The difficulty for the Australian Labor government in deciding how to respond to the Julian Assange case is that once a prosecution is characterised as a political prosecution then, by its nature, there can be no expectation of due process.

The U.S.-U.K. Extradition Treaty forbids extradition in the case of “political offences.” Former Australian High Commissioner to the U.K. George Brandis — who was commissioner for almost the entirety of Assange’s Belmarsh imprisonment since 2019 — doesn’t agree that Assange is a political prisoner.


By Kellie Tranter
Declassified Australia



The Department of Foreign Affairs and Trade (DFAT) and its new Minister Penny Wong have consistently stated a view that the case is not political but purely a legal matter:

“Australia is not a party to Julian Assange’s case, nor can the Australian government intervene in the legal matters of another country.”

However, the most vocally outspoken Labor MP on the Assange case has now thrown that position on its head. 

“This is a political case, Labor MP Julian Hill told Consortium News in a video interview [see 12:08] on July 28. 

“It is a political decision to extradite. And we’ve conveyed our view to the U.K. government regarding that. And it’s also a political decision in the U.S.” 

The government suggesting its hands are tied as Australia is “not a party” to the Assange case and they can’t intervene in “legal matters,” ignores the evident truths that the Assange case is indeed political, that its result will have global political consequences and that a pathway exists for a political intervention towards a political resolution.

Silent on CIA & Torture Findings

Labor also strains to maintain credibility in its stated expectations of Assange receiving fair and humane treatment, on the one hand, and on the other remaining silent on the findings of Nils Melzer, the then-U.N. special rapporteur on torture, who had found Assange had suffered both psychological torture and political persecution.

There has also been a silence on the extraordinary acts of the U.S. intelligence agencies, in particular the fact that Assange’s legally privileged conversations and papers were recorded and handed to U.S. intelligence agencies, and also on the C.I.A.’s plans to kidnap or assassinate Assange.

Inconsistencies like these have made the new Labor government’s position in relation to the Assange case look increasingly incoherent to the Australian public.

Following up on from the 16 July Declassified Australia articleThe Guardian reported,

“Assange supporters have raised concern about a government brief to Attorney-General, Mark Dreyfus, saying ‘if surrendered, convicted and sentenced in the U.S., Assange could apply under the ITP [transfer of prisoners] to serve his sentence in Australia.’” 

But The Guardian’s special sources “stressed that this document did not indicate a prisoner transfer was the government’s preferred strategy, saying it merely outlined the conditions of such a process.”  The public, and it seems his family, are kept in the dark about what any preferred strategy might be.

Assange’s brother and father, Gabriel Shipton and John Shipton, have just returned from a trip last week to Canberra in an effort to press the new Labor government to save Assange. Gabriel told Declassified Australia that the government has offered them no new information about the government’s actions.

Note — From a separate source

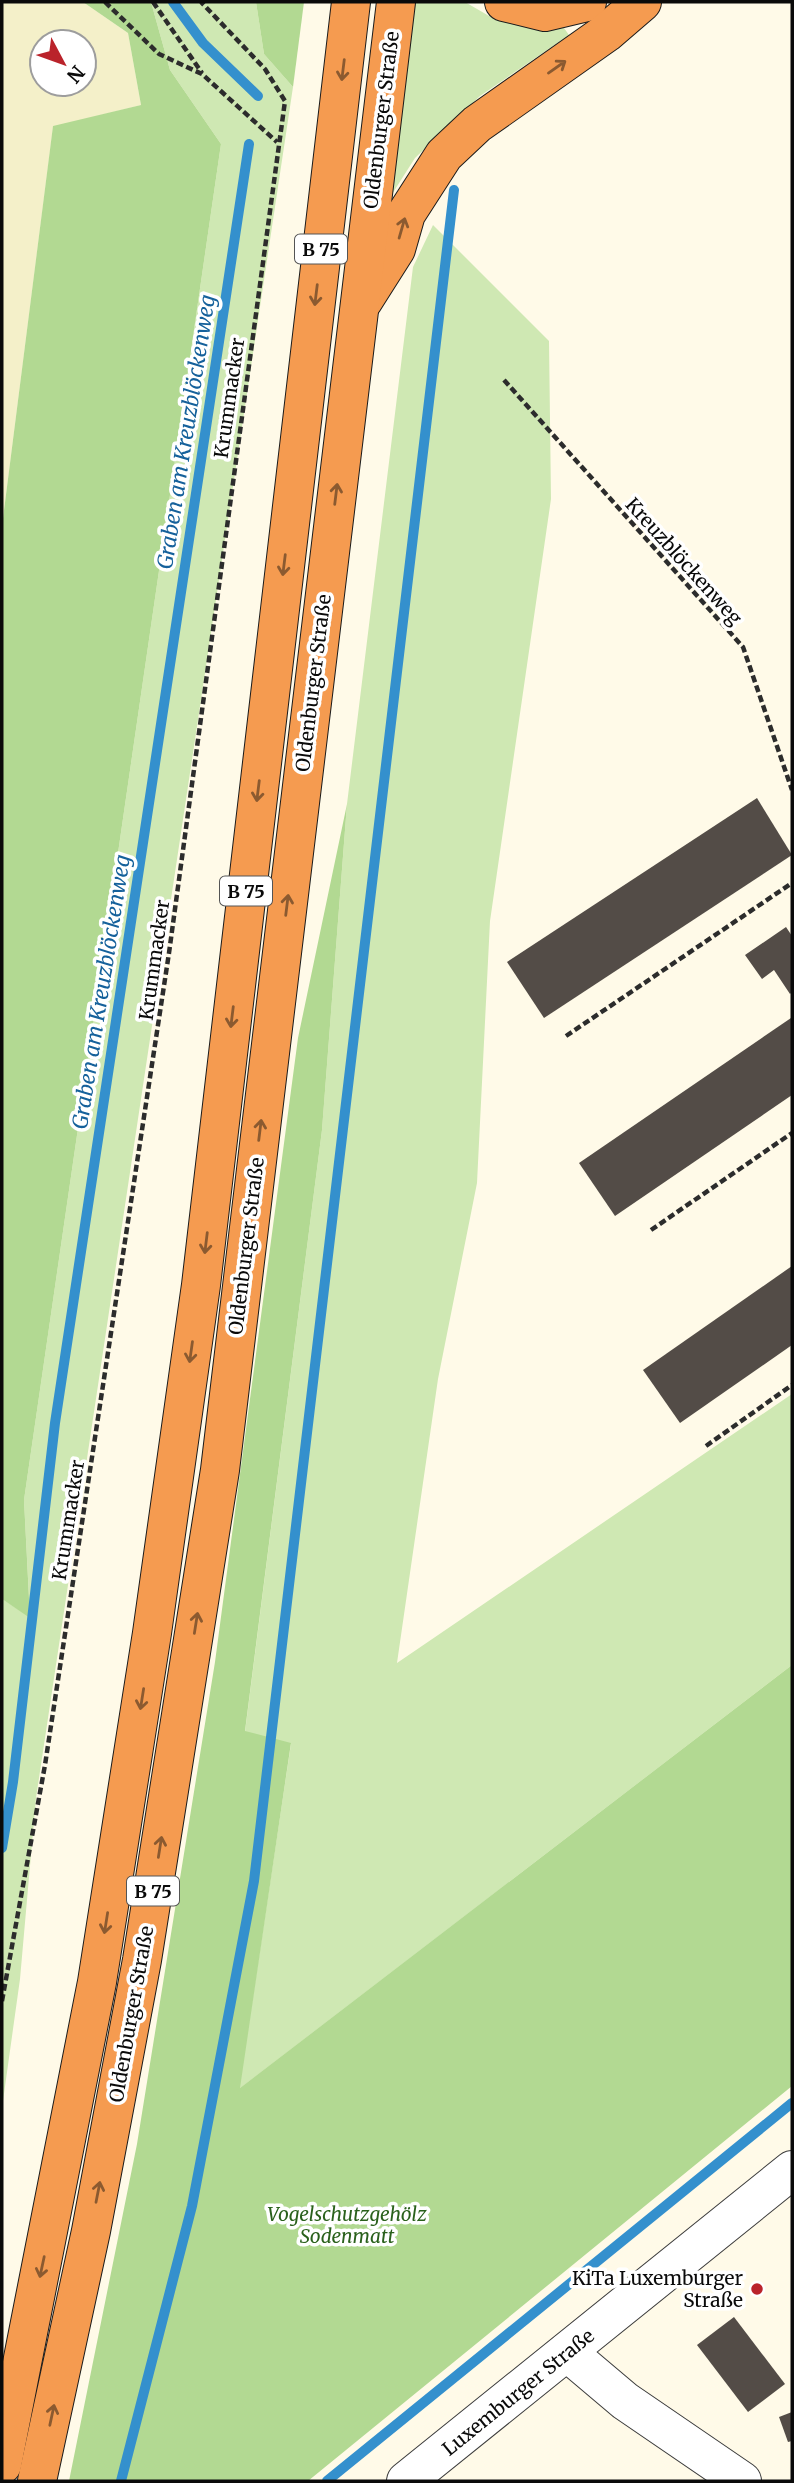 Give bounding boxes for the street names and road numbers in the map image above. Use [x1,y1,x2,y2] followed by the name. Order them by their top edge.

The two met with Greens and independent MPs, but had no meetings with senior ministers of the government. In a meeting with a senior adviser to Attorney-General Mark Dreyfus, they were told that there was “nothing [Dreyfus] could do.” Gabriel and John are now pressing for a meeting with Foreign Minister Penny Wong.

Information from the new Freedom of Information, or FOIs, published today in Declassified Australia suggest the main running of this case is being coordinated within the Department of Prime Minister and Cabinet, with input from the departments of Foreign Affairs, the Attorney-Generals, Defence and no doubt the intelligence agencies.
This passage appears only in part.